*DATA TO EXAMINE*
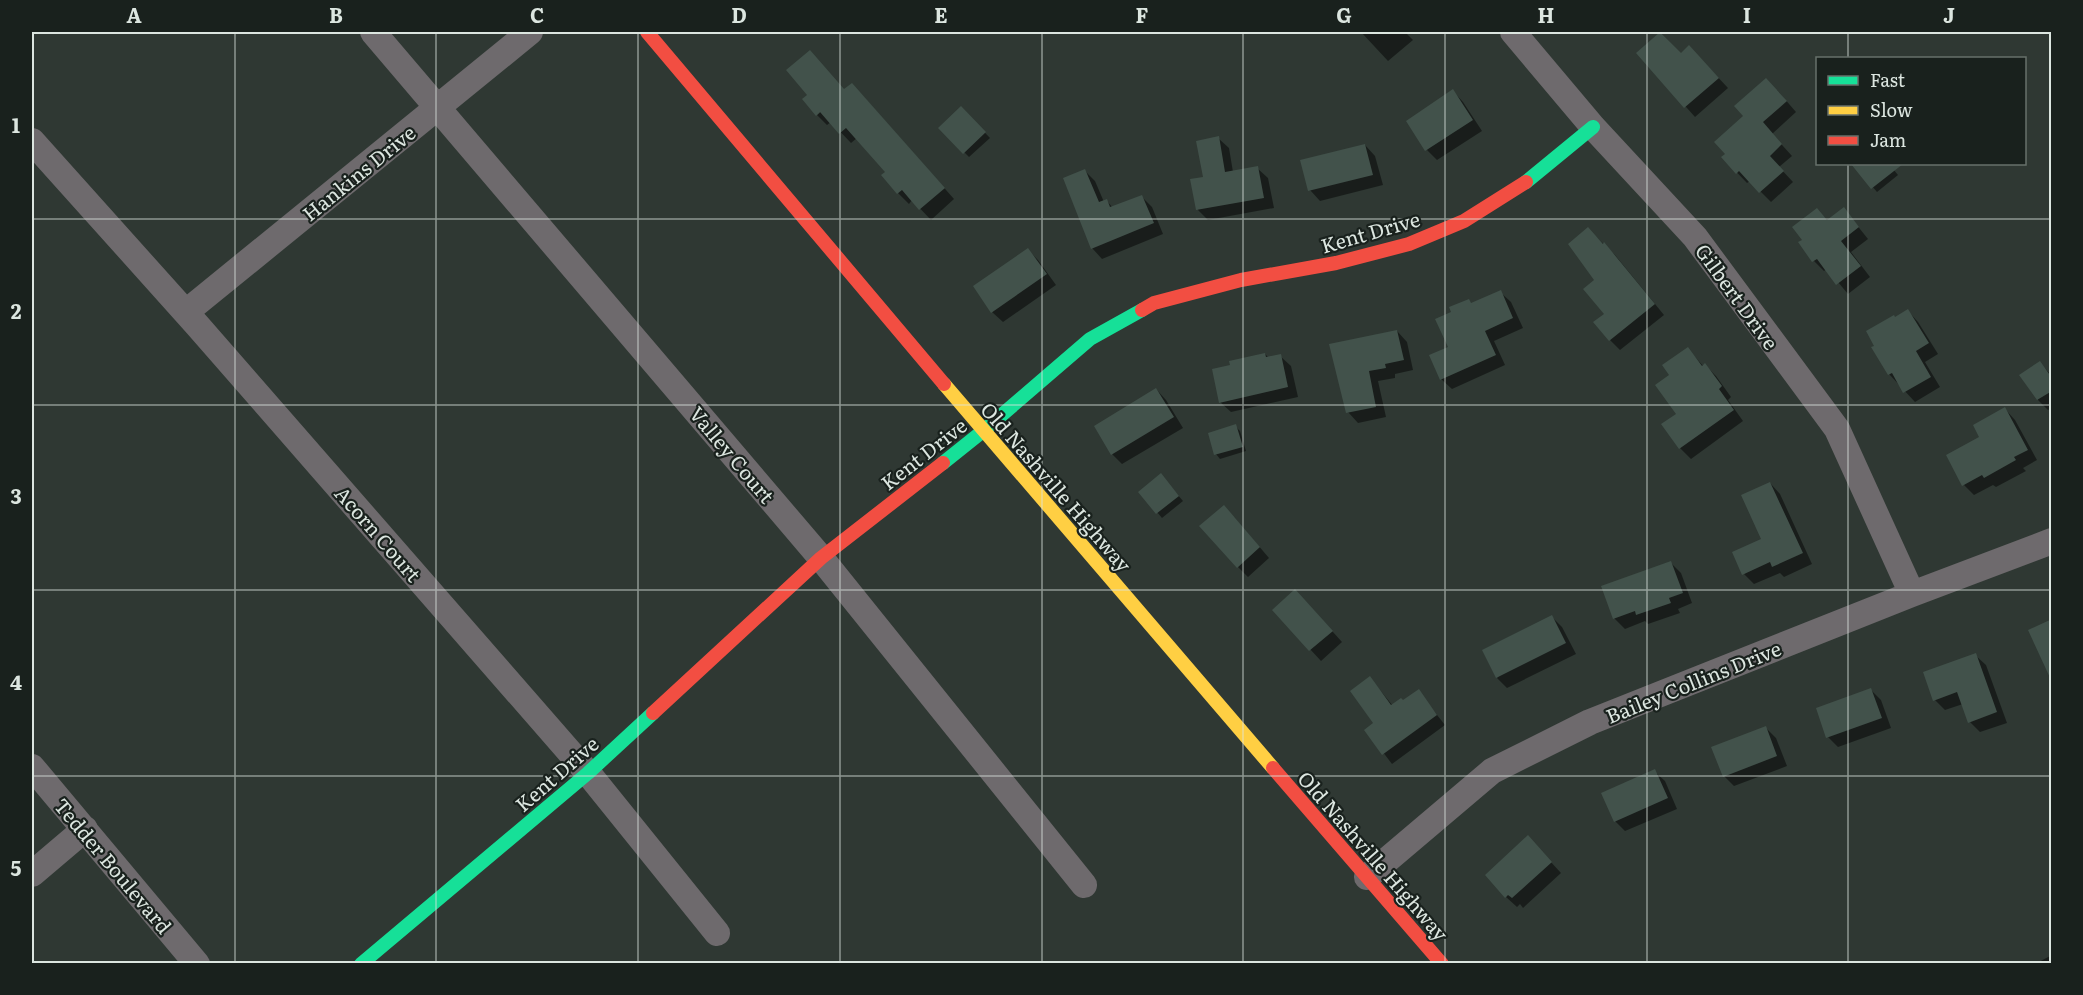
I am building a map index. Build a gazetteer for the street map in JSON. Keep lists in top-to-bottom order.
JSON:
{
  "streets": {
    "street": [
      "Hankins Drive",
      "Kent Drive",
      "Gilbert Drive",
      "Valley Court",
      "Old Nashville Highway",
      "Acorn Court",
      "Bailey Collins Drive",
      "Tedder Boulevard"
    ]
  },
  "crossings": [
    ["Hankins Drive", "Valley Court"],
    ["Hankins Drive", "Acorn Court"],
    ["Kent Drive", "Gilbert Drive"],
    ["Kent Drive", "Valley Court"],
    ["Kent Drive", "Old Nashville Highway"],
    ["Kent Drive", "Acorn Court"],
    ["Gilbert Drive", "Bailey Collins Drive"],
    ["Old Nashville Highway", "Bailey Collins Drive"]
  ],
  "legend": ["Fast", "Slow", "Jam"],
  "grid": {
    "columns": [
      "A",
      "B",
      "C",
      "D",
      "E",
      "F",
      "G",
      "H",
      "I",
      "J"
    ],
    "rows": [
      "1",
      "2",
      "3",
      "4",
      "5"
    ]
  }
}
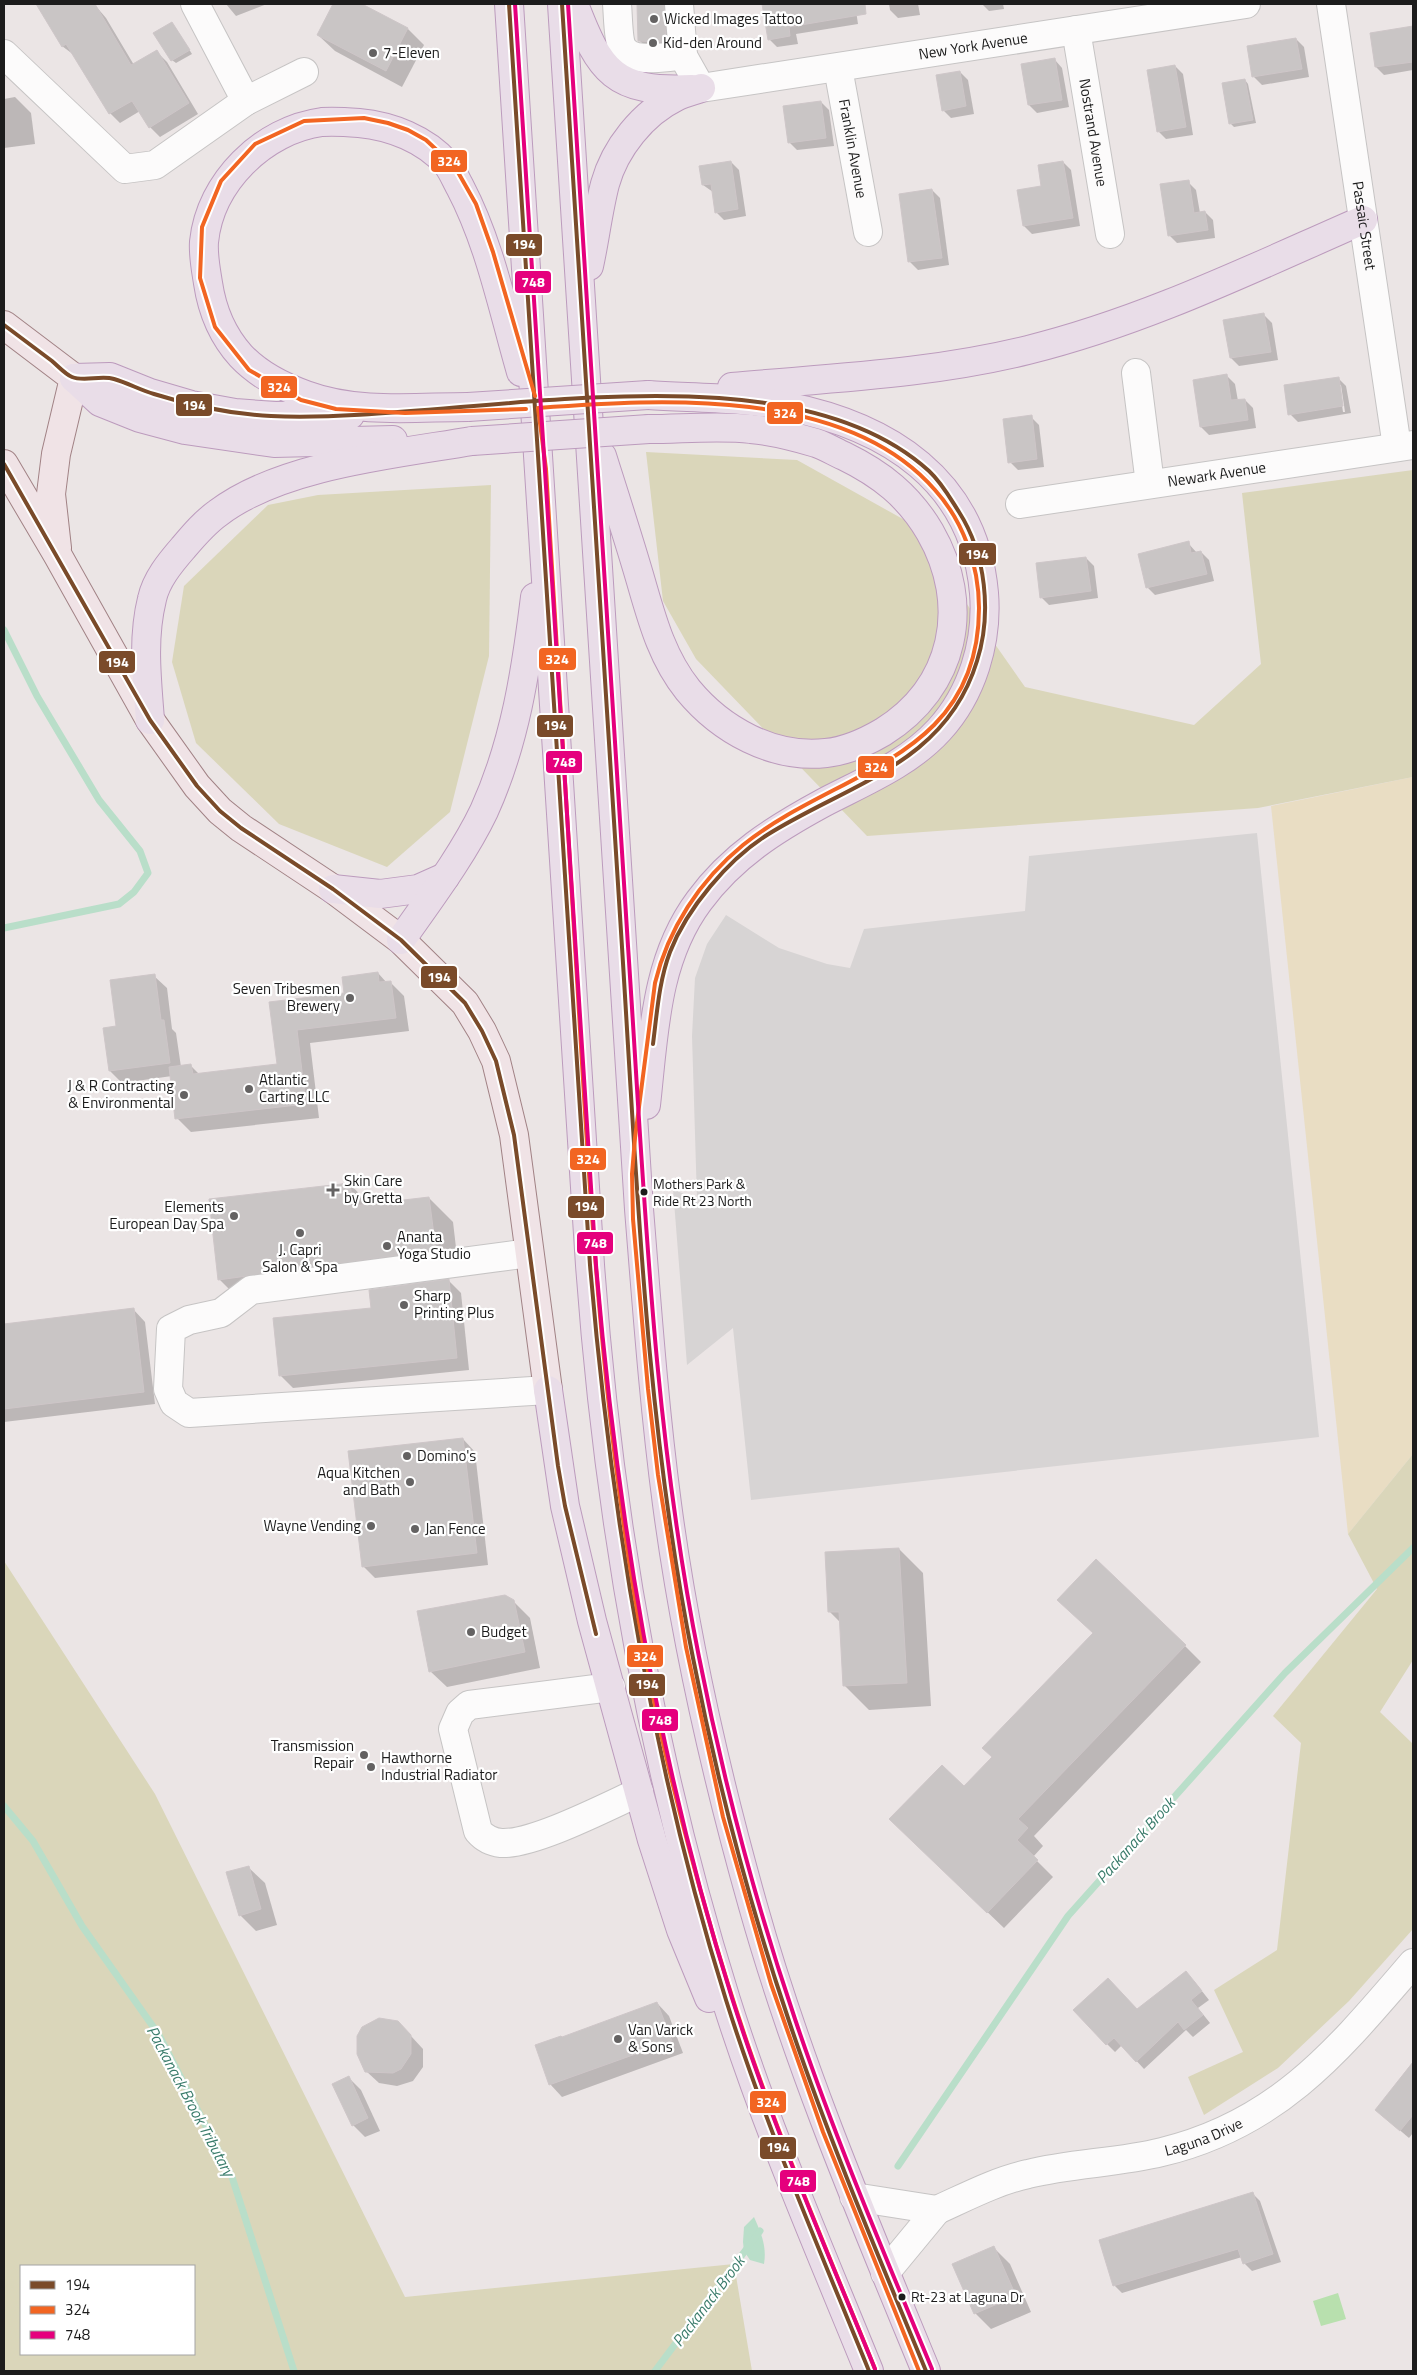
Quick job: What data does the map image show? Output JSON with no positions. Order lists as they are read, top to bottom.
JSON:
{
  "streets": {
    "street": [
      "New York Avenue",
      "Nostrand Avenue",
      "Franklin Avenue",
      "Passaic Street",
      "Newark Avenue",
      "Laguna Drive"
    ]
  },
  "crossings": [
    ["New York Avenue", "Nostrand Avenue"],
    ["New York Avenue", "Franklin Avenue"],
    ["Passaic Street", "Newark Avenue"]
  ],
  "water": ["Packanack Brook", "Packanack Brook Tributary"],
  "places": {
    "other": [
      "Wicked Images Tattoo",
      "Kid-den Around",
      "7-Eleven",
      "Seven Tribesmen Brewery",
      "Atlantic Carting LLC",
      "J & R Contracting & Environmental",
      "Mothers Park & Ride Rt 23 North",
      "Elements European Day Spa",
      "J. Capri Salon & Spa",
      "Ananta Yoga Studio",
      "Sharp Printing Plus",
      "Domino's",
      "Aqua Kitchen and Bath",
      "Wayne Vending",
      "Jan Fence",
      "Budget",
      "Transmission Repair",
      "Hawthorne Industrial Radiator",
      "Van Varick & Sons",
      "Rt-23 at Laguna Dr"
    ],
    "health": ["Skin Care by Gretta"]
  },
  "lines": ["transit line 194", "transit line 748", "transit line 324"],
  "legend": ["194", "324", "748"]
}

*WHAT TO DO*
If a record holds a picture, leave the picture out and print everything else exactly.

*WRITTEN SOLUTION*
I am building a map index. Build a gazetteer for the street map in JSON. Keep lists in top-to-bottom order.
JSON:
{
  "streets": {
    "street": [
      "Hankins Drive",
      "Kent Drive",
      "Gilbert Drive",
      "Valley Court",
      "Old Nashville Highway",
      "Acorn Court",
      "Bailey Collins Drive",
      "Tedder Boulevard"
    ]
  },
  "crossings": [
    ["Hankins Drive", "Valley Court"],
    ["Hankins Drive", "Acorn Court"],
    ["Kent Drive", "Gilbert Drive"],
    ["Kent Drive", "Valley Court"],
    ["Kent Drive", "Old Nashville Highway"],
    ["Kent Drive", "Acorn Court"],
    ["Gilbert Drive", "Bailey Collins Drive"],
    ["Old Nashville Highway", "Bailey Collins Drive"]
  ],
  "legend": ["Fast", "Slow", "Jam"],
  "grid": {
    "columns": [
      "A",
      "B",
      "C",
      "D",
      "E",
      "F",
      "G",
      "H",
      "I",
      "J"
    ],
    "rows": [
      "1",
      "2",
      "3",
      "4",
      "5"
    ]
  }
}
Quick job: What data does the map image show? Output JSON with no positions. Order lists as they are read, top to bottom.
JSON:
{
  "streets": {
    "street": [
      "New York Avenue",
      "Nostrand Avenue",
      "Franklin Avenue",
      "Passaic Street",
      "Newark Avenue",
      "Laguna Drive"
    ]
  },
  "crossings": [
    ["New York Avenue", "Nostrand Avenue"],
    ["New York Avenue", "Franklin Avenue"],
    ["Passaic Street", "Newark Avenue"]
  ],
  "water": ["Packanack Brook", "Packanack Brook Tributary"],
  "places": {
    "other": [
      "Wicked Images Tattoo",
      "Kid-den Around",
      "7-Eleven",
      "Seven Tribesmen Brewery",
      "Atlantic Carting LLC",
      "J & R Contracting & Environmental",
      "Mothers Park & Ride Rt 23 North",
      "Elements European Day Spa",
      "J. Capri Salon & Spa",
      "Ananta Yoga Studio",
      "Sharp Printing Plus",
      "Domino's",
      "Aqua Kitchen and Bath",
      "Wayne Vending",
      "Jan Fence",
      "Budget",
      "Transmission Repair",
      "Hawthorne Industrial Radiator",
      "Van Varick & Sons",
      "Rt-23 at Laguna Dr"
    ],
    "health": ["Skin Care by Gretta"]
  },
  "lines": ["transit line 194", "transit line 748", "transit line 324"],
  "legend": ["194", "324", "748"]
}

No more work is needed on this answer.